At a Glance

Why Get Tested?

To determine whether you have an inherited gene mutation that increases your risk of developing a blood clot, including a deep venous thrombosis (DVT) and/or venous thromboembolism (VTE)

When To Get Tested?

When you have had an unexplained blood clot (thrombotic episode), especially when you are less than 50 years old, have recurrent DVT or VTE episodes, experienced DVT or VTE during pregnancy, had DVT at unusual sites, or have a strong family history of thrombosis

Sample Required?

A blood sample drawn from a vein in your arm

Test Preparation Needed?


What is being tested?

Factor V Leiden and prothrombin 20210 (PT 20210 or Factor II mutation) are genetic mutations that are associated with an increased risk of developing inappropriate blood clots. These mutations are tested by two separate tests that evaluate a person’s DNA to look for the mutations. The two tests are often performed together to help determine if an individual has an inherited risk for excessive clotting.

Factor V and prothrombin are coagulation factors (sometimes called clotting factors), two of a group of proteins essential for proper blood clot formation. When an injury occurs and bleeding starts, a process called hemostasis begins to form a plug at the injury site to help stop the bleeding. Blood cells called platelets adhere to and aggregate at the injury site, and a coagulation cascade begins to activate coagulation factors in sequence. Eventually, a blood clot forms. Once the area has healed, the blood clot dissolves.

There must be an adequate number of each of the coagulation factors, and each must function normally in order for a stable blood clot to form and then dissolve when no longer needed. A deficiency in clotting factors (quantitative defect) or clotting factors that do not work properly (qualitative defect) can lead to excessive bleeding or clotting (thrombosis).

Factor V Leiden and PT 20210 are two mutations that individuals may inherit from their parents that may cause an increased risk of excessive clotting. They are inherited in an autosomal dominant manner. A person may inherit one mutated gene copy and be heterozygous or may inherit two mutated gene copies and be homozygous. This may determine to what extent the person is affected.

These two mutations are independent and are tested separately, but the tests are often performed at the same time as part of the investigation of a blood clot (thrombotic episode) in someone who is suspected of having an inherited risk factor for an excessive clotting (hypercoagulable) disorder. Each test is used to identify whether or not the specific mutation is present and to determine whether the person has one copy (heterozygous) or two copies (homozygous) of that mutation.

  • During blood clotting, factor V is normally inactivated by a protein called activated protein C (APC) to prevent the blood clot from growing too large.
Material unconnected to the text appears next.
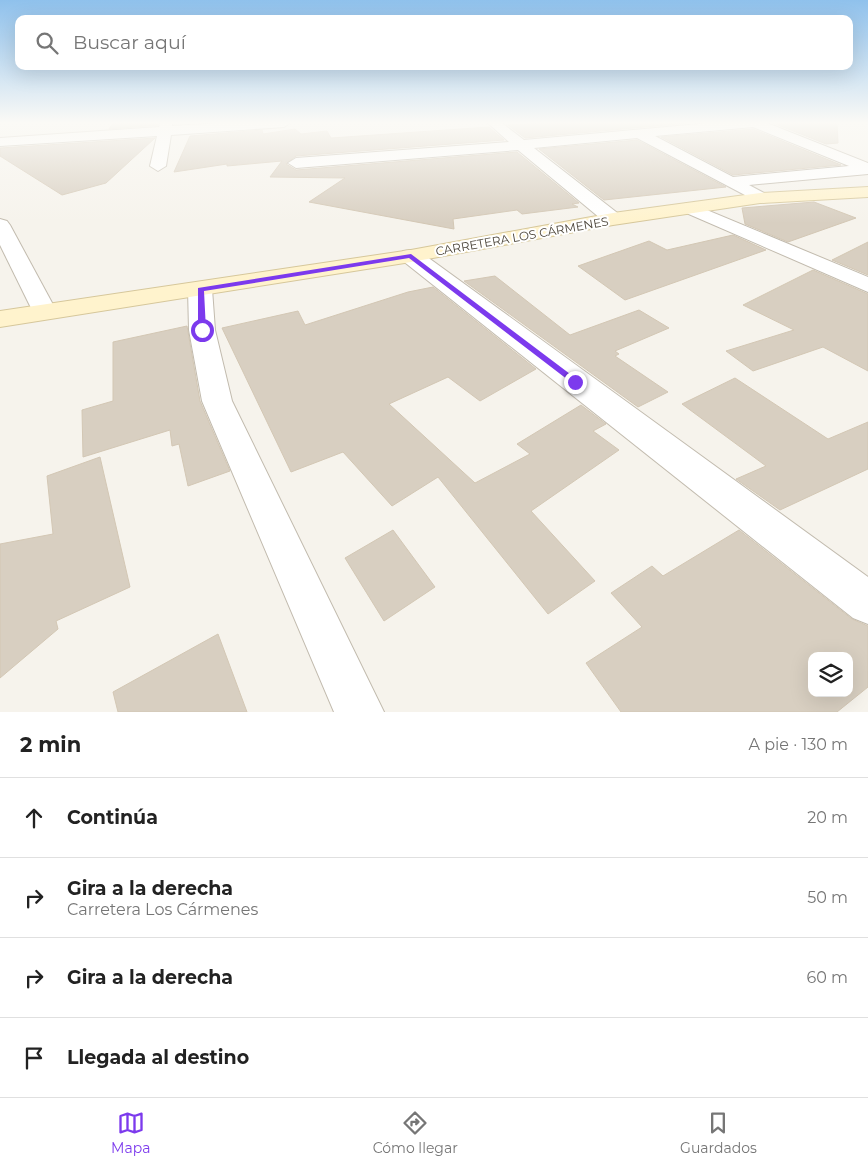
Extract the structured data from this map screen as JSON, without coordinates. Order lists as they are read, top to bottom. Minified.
{"streets":{"main road":["CARRETERA LOS CÁRMENES"]},"page":{"search":"Buscar aquí","heading":["2 min","A pie · 130 m"],"list":[["Continúa","20 m"],["Gira a la derecha","Carretera Los Cármenes","50 m"],["Gira a la derecha","60 m"],"Llegada al destino"],"nav":["Mapa","Cómo llegar","Guardados"]}}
But a factor V Leiden genetic mutation can lead to an altered factor V protein that resists inactivation by APC. The result is that clotting remains more active than usual, increasing risks of a blood clot forming in the deep veins of legs (DVT) or breaking off and blocking a vein (venous thromboembolism or VTE).
  • During blood clotting, an enzyme converts prothrombin to form thrombin. A mutation in the gene that codes for prothrombin called prothrombin 20210 can lead to increased amount of prothrombin and therefore abnormal clotting and an increased risk of a DVT or VTE.

Common Questions

How is the test used?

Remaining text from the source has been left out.